New Research Says Amelia Earhart Didn't Die In A Plane Crash
The story of Amelia Earhart has always inspired a sense of mystery.
Just what happened to the pilot who was the first female to fly across the Atlantic ocean and set out bravely to fly around the world?
Why did her plane crash? And how did she die?
For years, people assume that she died in the crash itself, but new evidence suggests that she lived as a castaway for weeks, even possibly months, waiting to be rescued.
According to a new theory from the International Group for Historic Aircraft Recovery (TIGHAR), a skeleton of a castaway found on Nikumaroro, Kiribati in 1940 may belong to Earhart.
They have been trying to prove this theory since 1998.
TIGHAR's executive director, Ric Gillespie said,
Until we started investigating the skeleton, we found what history knew was that Amelia Earhart died in July 2nd, 1937, in a plane crash. But there is an entire final chapter of Earhart's life that people don't know about.

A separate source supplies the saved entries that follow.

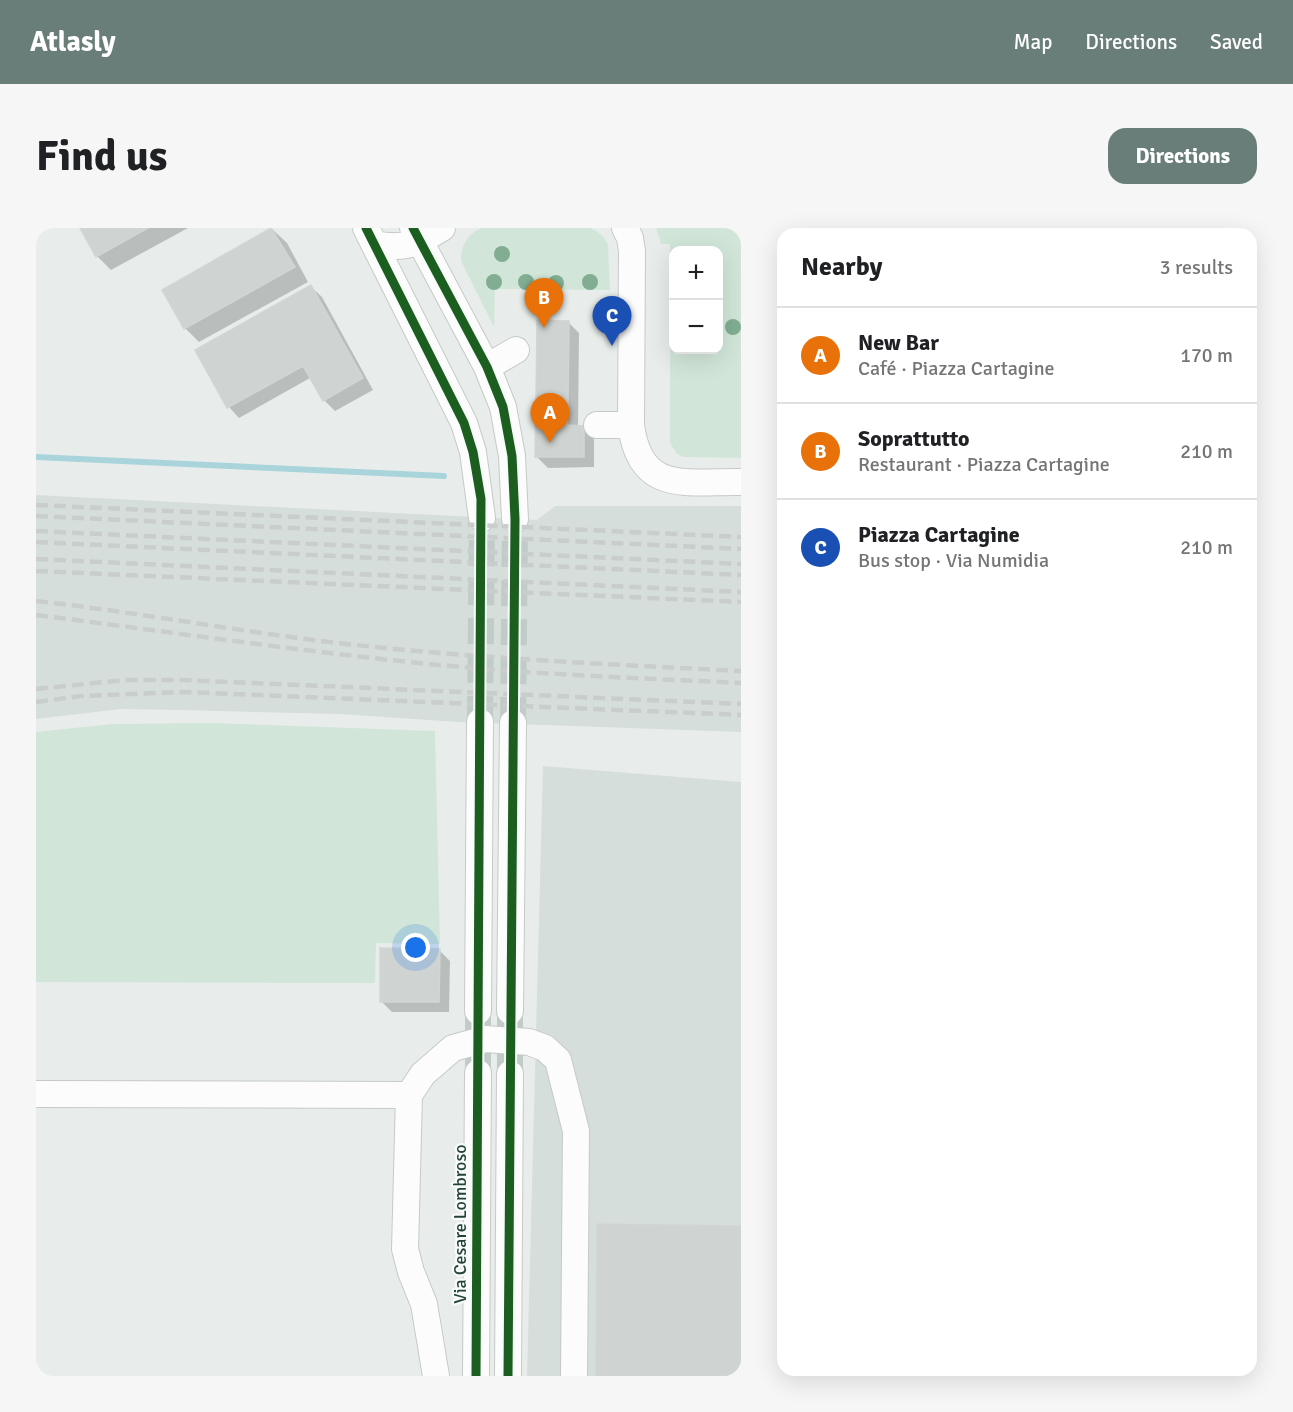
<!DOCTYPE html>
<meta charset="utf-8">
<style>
:root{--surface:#fff;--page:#f6f6f6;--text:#202124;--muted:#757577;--line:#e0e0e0;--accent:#697e78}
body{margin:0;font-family:Signika,sans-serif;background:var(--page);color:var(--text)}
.controls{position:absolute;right:18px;top:18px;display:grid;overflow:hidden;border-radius:12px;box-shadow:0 6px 24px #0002}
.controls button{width:54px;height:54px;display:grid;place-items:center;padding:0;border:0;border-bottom:2px solid var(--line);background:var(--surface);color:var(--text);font:30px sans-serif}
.you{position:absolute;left:380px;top:720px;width:21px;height:21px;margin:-15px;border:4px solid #fff;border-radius:50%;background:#1a73e8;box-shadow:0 0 0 9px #1a73e833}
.badge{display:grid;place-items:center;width:39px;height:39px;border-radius:50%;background:var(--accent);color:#fff;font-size:20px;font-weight:700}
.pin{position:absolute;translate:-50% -50px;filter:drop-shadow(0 2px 3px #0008)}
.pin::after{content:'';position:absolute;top:32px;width:21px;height:18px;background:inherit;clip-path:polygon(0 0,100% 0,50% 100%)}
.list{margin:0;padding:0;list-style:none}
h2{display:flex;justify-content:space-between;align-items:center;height:78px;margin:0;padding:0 24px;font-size:26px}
h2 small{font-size:20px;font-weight:400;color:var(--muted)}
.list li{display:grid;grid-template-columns:39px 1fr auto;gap:18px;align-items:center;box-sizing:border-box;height:96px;padding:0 24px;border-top:2px solid var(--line)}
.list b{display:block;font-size:22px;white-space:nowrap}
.list p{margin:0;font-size:20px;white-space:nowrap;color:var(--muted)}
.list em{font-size:20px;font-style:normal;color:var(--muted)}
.map{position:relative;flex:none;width:705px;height:1148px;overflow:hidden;border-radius:18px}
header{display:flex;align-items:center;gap:36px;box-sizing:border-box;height:84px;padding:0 30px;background:var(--accent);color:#fff}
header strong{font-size:28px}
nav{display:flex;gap:33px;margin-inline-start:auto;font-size:21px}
.intro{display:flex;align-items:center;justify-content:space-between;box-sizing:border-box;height:144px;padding:0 36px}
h1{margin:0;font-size:42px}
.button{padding:15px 27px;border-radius:18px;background:var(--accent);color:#fff;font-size:21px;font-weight:700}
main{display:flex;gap:36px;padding:0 36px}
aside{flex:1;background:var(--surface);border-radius:18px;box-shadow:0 6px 24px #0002}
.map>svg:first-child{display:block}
.built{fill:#d6dedb}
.green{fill:#d1e6d8;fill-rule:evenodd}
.shadow{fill:#0003}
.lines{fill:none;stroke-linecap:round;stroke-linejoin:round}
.stream{stroke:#a9d4db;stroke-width:6}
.building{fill:#cfd4d2;stroke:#d1d6d4;stroke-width:1.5}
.minor-tunnel{stroke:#c1cbc8;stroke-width:26;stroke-dasharray:26 13;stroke-linecap:butt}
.minor-casing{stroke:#c5cac8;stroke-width:28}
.minor{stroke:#fcfcfc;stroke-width:26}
.rail{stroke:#c9cdcc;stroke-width:4.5;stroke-dasharray:12 6;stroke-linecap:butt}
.cycleway-casing{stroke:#f7fbf9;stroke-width:13}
.cycleway{stroke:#1b5e20;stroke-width:9}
.tree{fill:#81ae93}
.labels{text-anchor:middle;stroke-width:4.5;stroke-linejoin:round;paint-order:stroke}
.street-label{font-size:18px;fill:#24423a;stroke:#f7fbf9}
</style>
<header>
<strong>Atlasly</strong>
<nav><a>Map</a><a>Directions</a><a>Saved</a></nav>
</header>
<div class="intro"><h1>Find us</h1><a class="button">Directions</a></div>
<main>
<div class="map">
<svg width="705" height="1148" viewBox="0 0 705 1148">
<rect width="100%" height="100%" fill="#e8edeb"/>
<path class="built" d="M0,267L501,292L519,278H705V504L422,494L303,486L143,482L85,481L0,491Z
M507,538L705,554V1148H491Z"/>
<path class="green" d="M445,0H554C563,4 568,8 572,17L574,62L459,61L458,99L425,33C424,18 432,6 445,0Z
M620,0H705V230L647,229L641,226L634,215V16H625ZM638,22H682V122H638Z
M175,495L399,503L404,716L340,715L339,755L0,754V504L76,496Z"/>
<path class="shadow" d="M46,0H152L75,42L61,28Z
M236,1L251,15L272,54L163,114L149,100L128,63Z
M275,59L286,69L337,162L299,183L288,172L274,150L203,190L193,179Z
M532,94L543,105L542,199H547L558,210V239L512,240L501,229Z
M403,722L414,733L413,784H356L345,773Z"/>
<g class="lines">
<path class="stream" d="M0,229L408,248"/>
</g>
<path class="building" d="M44,0H112L60,29Z
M235,0L259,39L148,101L126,62Z
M275,57L327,150L287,173L267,138L191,180L159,122Z
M501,92L533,93L532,174H500Z
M500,174H532L531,197L548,198V229H499Z
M344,720L404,721L403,774H344Z
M561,996L705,998V1148H560Z"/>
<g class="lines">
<path class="minor-tunnel" d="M444,494L446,290
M477,495L479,291
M442,845V783
M474,846V783"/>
<g class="minor-casing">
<path id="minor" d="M330,0L428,195L437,224L446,290
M377,0L451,139L467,179L476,228L479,291
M589,0L594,10L596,23L595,197C604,267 650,253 705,254
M338,16C369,22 380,16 406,0
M451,139L480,122
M561,197H595
M442,783L444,494
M474,783L477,495
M0,866L373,867
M400,1148L388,1076L375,1044L369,1021L373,867L387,846L417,820L450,811L493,814L509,820L522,832L540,903L538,1148
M440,1148L442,845
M472,1148L474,846"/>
</g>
<use href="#minor" class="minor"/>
<path class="rail" d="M0,277L705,309
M0,288L705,321
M0,303L705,336
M0,314L705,347
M0,331L705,364
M0,343L705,374
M0,373C98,384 195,402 293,414C430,430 567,436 705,443
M0,387C128,403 255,422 383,435C490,446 598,450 705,455
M0,461L89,452H147L705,476
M0,474L45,468L148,464L705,487"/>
<g class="cycleway-casing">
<path id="cycleway" d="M330,0L428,195L437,224L445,271L440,1148
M377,0L451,139L467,179L476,228L479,291L472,1148"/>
</g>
<use href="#cycleway" class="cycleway"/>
</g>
<g class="tree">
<circle cx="466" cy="26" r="8"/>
<circle cx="458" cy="54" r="8"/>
<circle cx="490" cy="54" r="8"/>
<circle cx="554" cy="54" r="8"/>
<circle cx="520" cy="55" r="8"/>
<circle cx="697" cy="99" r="8"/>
</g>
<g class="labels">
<g class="street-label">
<text transform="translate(424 996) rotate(-90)" y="6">Via Cesare Lombroso</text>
</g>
</g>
</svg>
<div class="controls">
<button>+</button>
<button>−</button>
</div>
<div class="you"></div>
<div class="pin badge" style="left:514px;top:215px;background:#e8710a">A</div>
<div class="pin badge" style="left:508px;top:100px;background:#e8710a">B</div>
<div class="pin badge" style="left:576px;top:118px;background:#1a4fb4">C</div>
</div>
<aside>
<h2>Nearby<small>3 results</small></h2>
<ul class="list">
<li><span class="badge" style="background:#e8710a">A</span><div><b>New Bar</b><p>Café · Piazza Cartagine</p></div><em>170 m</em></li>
<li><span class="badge" style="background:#e8710a">B</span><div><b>Soprattutto</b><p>Restaurant · Piazza Cartagine</p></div><em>210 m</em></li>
<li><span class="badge" style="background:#1a4fb4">C</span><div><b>Piazza Cartagine</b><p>Bus stop · Via Numidia</p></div><em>210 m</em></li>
</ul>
</aside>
</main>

She spent days -- maybe months -- heroically struggling to survive as a castaway.
The skeleton was originally thought to be a male, but TIGHAR took the original files, along with the measurements of the skeleton made in 1940, to forensic anthropologists Karen Burs and Richard Janz.

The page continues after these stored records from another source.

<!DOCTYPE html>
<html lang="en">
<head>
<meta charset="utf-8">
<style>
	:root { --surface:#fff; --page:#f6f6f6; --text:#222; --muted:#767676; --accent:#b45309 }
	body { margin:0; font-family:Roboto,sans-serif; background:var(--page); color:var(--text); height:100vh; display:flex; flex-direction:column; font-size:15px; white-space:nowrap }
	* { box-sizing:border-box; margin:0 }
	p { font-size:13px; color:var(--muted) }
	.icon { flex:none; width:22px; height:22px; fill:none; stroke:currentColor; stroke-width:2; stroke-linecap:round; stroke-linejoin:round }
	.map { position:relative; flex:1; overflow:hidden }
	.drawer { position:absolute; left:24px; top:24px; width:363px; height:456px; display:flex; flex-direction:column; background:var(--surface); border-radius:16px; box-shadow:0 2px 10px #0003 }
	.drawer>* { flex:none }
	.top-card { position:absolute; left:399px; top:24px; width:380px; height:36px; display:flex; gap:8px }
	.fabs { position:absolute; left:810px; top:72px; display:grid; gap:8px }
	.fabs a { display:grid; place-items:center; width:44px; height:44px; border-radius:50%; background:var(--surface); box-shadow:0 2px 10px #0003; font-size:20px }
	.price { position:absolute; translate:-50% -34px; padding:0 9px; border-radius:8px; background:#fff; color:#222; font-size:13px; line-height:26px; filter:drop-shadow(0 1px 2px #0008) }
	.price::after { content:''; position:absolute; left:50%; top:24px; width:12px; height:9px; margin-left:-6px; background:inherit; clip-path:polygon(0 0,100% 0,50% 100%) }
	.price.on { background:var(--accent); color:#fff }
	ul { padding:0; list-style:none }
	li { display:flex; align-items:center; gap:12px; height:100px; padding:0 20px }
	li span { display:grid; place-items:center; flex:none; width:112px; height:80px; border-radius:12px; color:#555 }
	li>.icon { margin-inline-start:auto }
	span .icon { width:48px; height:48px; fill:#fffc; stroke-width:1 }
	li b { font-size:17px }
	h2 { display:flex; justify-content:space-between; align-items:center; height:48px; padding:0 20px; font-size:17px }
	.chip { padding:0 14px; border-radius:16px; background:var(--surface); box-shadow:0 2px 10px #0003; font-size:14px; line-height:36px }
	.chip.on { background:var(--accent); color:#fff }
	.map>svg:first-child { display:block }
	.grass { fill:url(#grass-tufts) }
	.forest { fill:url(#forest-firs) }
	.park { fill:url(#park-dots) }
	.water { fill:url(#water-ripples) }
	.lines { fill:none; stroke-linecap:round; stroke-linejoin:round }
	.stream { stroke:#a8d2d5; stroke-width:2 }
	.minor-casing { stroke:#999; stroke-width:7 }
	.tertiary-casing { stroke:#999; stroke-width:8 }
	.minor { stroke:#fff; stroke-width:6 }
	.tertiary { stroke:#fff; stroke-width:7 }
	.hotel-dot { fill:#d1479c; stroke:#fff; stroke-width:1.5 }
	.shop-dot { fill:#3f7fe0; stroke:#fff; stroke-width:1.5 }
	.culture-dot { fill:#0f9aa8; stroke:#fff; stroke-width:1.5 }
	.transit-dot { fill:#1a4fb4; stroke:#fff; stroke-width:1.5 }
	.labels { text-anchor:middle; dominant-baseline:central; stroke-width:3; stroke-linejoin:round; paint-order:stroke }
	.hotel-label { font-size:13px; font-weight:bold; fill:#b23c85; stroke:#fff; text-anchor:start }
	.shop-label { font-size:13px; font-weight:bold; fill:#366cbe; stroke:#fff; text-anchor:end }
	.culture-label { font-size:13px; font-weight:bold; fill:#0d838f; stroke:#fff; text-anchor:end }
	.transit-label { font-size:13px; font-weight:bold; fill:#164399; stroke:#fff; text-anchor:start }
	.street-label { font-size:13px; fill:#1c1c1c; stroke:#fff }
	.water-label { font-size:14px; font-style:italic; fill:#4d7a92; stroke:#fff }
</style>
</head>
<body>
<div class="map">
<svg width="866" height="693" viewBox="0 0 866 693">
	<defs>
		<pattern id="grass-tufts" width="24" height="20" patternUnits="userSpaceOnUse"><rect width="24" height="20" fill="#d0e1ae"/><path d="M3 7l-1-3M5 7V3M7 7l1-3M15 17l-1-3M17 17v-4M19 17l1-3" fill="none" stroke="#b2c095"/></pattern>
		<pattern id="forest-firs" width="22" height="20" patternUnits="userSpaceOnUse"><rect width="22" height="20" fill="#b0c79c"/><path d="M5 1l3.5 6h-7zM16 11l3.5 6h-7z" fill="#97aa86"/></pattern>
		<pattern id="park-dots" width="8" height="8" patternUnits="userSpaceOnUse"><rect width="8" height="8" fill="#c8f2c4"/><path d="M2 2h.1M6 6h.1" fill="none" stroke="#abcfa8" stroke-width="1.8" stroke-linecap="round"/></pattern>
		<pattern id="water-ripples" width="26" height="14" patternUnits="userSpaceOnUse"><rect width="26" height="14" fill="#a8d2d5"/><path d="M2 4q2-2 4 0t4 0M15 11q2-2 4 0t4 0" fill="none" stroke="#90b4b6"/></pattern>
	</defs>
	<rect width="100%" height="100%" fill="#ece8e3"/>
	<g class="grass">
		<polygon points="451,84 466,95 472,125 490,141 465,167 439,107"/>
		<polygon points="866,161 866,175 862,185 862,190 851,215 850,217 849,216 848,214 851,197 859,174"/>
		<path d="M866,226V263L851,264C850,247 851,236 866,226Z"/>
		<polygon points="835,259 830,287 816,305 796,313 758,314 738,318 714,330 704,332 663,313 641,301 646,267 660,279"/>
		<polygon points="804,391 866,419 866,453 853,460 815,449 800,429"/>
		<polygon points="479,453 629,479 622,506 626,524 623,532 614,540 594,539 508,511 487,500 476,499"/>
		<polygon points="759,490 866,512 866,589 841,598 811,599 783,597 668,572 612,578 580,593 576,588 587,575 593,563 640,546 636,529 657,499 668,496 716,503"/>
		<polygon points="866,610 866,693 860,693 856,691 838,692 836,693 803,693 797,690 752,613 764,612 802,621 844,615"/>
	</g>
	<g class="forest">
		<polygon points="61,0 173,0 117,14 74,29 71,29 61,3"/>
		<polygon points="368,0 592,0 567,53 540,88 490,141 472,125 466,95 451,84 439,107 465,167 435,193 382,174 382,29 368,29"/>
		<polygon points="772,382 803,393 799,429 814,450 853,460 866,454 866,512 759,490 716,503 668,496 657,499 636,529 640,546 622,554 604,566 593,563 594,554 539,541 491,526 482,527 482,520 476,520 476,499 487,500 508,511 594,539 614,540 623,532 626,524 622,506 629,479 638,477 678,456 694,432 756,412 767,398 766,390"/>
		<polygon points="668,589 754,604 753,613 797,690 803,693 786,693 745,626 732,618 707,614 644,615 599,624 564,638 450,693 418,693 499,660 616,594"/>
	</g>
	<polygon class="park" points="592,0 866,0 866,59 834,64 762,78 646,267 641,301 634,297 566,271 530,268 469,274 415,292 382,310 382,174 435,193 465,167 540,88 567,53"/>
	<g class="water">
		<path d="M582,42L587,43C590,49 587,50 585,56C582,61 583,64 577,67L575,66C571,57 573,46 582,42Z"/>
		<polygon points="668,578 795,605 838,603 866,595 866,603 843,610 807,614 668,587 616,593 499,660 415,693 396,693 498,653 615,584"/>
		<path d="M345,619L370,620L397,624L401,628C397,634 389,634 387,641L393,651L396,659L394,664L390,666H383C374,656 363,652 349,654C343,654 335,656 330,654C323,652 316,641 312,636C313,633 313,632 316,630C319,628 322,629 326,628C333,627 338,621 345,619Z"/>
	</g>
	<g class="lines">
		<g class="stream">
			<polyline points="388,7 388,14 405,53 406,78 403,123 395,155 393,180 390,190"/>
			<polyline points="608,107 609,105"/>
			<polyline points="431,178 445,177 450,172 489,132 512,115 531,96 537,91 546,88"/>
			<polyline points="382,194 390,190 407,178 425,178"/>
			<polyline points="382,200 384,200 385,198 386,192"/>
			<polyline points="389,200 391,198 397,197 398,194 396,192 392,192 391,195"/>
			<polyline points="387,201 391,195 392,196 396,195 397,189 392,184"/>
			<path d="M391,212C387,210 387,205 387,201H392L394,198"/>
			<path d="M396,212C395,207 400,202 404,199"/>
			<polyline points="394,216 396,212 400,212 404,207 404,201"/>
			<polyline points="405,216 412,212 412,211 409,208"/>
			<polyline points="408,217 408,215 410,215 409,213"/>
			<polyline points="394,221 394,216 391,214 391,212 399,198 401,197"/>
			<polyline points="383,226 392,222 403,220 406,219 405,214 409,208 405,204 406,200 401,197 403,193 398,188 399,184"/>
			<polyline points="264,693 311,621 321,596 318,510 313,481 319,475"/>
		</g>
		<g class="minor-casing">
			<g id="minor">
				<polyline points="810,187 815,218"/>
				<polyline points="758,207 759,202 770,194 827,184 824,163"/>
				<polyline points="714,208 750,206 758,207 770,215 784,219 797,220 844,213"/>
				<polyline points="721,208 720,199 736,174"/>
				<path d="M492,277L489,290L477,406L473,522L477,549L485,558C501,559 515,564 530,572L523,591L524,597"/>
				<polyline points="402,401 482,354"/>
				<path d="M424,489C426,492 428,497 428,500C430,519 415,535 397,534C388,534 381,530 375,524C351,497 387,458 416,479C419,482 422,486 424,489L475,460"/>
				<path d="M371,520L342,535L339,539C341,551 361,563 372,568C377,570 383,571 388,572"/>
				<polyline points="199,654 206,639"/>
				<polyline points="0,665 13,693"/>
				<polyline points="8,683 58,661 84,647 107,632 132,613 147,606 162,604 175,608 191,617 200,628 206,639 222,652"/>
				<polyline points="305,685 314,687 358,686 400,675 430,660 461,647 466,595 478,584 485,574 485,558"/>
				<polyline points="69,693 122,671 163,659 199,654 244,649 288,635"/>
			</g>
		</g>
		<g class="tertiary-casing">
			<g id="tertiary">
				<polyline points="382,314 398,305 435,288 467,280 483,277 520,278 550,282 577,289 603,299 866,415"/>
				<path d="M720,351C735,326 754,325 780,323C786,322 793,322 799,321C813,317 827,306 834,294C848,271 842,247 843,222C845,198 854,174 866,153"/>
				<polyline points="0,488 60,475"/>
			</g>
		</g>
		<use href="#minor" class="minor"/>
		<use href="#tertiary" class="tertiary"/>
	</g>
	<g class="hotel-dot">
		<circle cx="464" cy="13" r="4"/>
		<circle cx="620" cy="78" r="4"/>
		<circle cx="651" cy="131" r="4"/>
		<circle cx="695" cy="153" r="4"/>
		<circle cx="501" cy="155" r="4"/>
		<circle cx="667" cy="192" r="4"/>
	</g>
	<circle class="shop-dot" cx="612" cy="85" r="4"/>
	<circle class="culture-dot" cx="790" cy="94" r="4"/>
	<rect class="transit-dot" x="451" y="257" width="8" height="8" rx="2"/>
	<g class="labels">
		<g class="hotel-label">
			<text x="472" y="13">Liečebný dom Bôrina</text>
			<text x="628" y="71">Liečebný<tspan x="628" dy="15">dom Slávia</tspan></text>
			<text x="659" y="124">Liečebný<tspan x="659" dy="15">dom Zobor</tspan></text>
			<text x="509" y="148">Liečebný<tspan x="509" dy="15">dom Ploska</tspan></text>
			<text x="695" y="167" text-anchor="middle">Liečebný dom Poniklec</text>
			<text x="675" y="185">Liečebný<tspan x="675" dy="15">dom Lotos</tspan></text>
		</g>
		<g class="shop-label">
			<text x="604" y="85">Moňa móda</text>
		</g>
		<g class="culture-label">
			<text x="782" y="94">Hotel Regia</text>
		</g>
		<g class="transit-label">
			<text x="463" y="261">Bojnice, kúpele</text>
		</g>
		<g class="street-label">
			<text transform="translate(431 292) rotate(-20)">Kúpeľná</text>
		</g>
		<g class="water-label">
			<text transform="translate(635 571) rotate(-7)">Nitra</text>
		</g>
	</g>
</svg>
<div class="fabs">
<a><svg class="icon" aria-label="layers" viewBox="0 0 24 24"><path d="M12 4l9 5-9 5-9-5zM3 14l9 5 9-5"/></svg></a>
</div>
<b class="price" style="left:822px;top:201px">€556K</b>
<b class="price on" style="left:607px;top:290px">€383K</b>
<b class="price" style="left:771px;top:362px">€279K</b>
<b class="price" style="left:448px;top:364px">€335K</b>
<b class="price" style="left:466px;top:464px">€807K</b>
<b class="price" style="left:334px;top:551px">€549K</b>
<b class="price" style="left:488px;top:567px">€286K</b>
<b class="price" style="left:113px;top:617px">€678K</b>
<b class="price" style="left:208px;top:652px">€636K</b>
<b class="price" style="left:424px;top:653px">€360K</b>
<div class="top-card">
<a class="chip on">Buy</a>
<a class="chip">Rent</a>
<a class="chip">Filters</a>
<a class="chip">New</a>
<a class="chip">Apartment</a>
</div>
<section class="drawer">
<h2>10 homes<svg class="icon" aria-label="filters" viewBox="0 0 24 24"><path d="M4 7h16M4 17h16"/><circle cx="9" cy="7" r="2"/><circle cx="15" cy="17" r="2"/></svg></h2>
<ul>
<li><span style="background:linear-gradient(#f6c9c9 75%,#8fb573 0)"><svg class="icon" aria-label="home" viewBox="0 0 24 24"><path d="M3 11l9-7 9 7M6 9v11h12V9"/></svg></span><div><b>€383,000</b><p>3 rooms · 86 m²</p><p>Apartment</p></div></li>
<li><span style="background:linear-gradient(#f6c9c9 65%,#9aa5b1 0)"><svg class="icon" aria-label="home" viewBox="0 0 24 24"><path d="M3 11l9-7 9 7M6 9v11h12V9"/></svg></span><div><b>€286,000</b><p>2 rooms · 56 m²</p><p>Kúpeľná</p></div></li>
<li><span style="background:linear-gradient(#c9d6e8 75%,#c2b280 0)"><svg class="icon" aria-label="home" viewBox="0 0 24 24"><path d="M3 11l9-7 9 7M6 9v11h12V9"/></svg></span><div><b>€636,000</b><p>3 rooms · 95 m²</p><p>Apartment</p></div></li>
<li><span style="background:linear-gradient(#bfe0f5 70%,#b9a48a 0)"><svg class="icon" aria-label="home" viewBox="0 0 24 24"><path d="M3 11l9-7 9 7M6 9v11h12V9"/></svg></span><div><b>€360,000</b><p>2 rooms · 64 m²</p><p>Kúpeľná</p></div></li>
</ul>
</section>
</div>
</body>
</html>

They said the bones forensically matched a female of Earhart's height and ethnicity.
But when Jantz updated the information, he noticed something about the forearms of the skeleton...
They were incredibly long for a European woman.
Earhart's forearms, as seen in a photo where her bare arm was fully visible, was identical to the castaway's.
Earhart made over 100 radio transmissions between July 2 and July 6, 1937, so her plane could not have been crashed during that time as the radio wouldn't work without the engine running. Gillespie said,
There are historical documents that prove official airlines received radio calls for help in 1937. If we look at the press of the time -- people believed she was still alive. It was only when planes where sent to fly over the islands where the distress signals were coming from and no plane was seen that the searches shifted towards the ocean.
By the time rescue planes were sent, her plane was probably swept into the ocean.
Gillespie is convinced Earhart lived for a while on the island. Where the skeleton was found, there is evidence of bonfires being lit and bones of fish and birds.
The bones suggest she lived for weeks, or months, alone on the island.
It's believed her navigator Frederick J. Noonan died after the crash and was swept into the ocean.
His injury was the first distress call.
We believe she survived heroically, and alone, for a period of time, in terrible circumstances. History needs to tell her story right.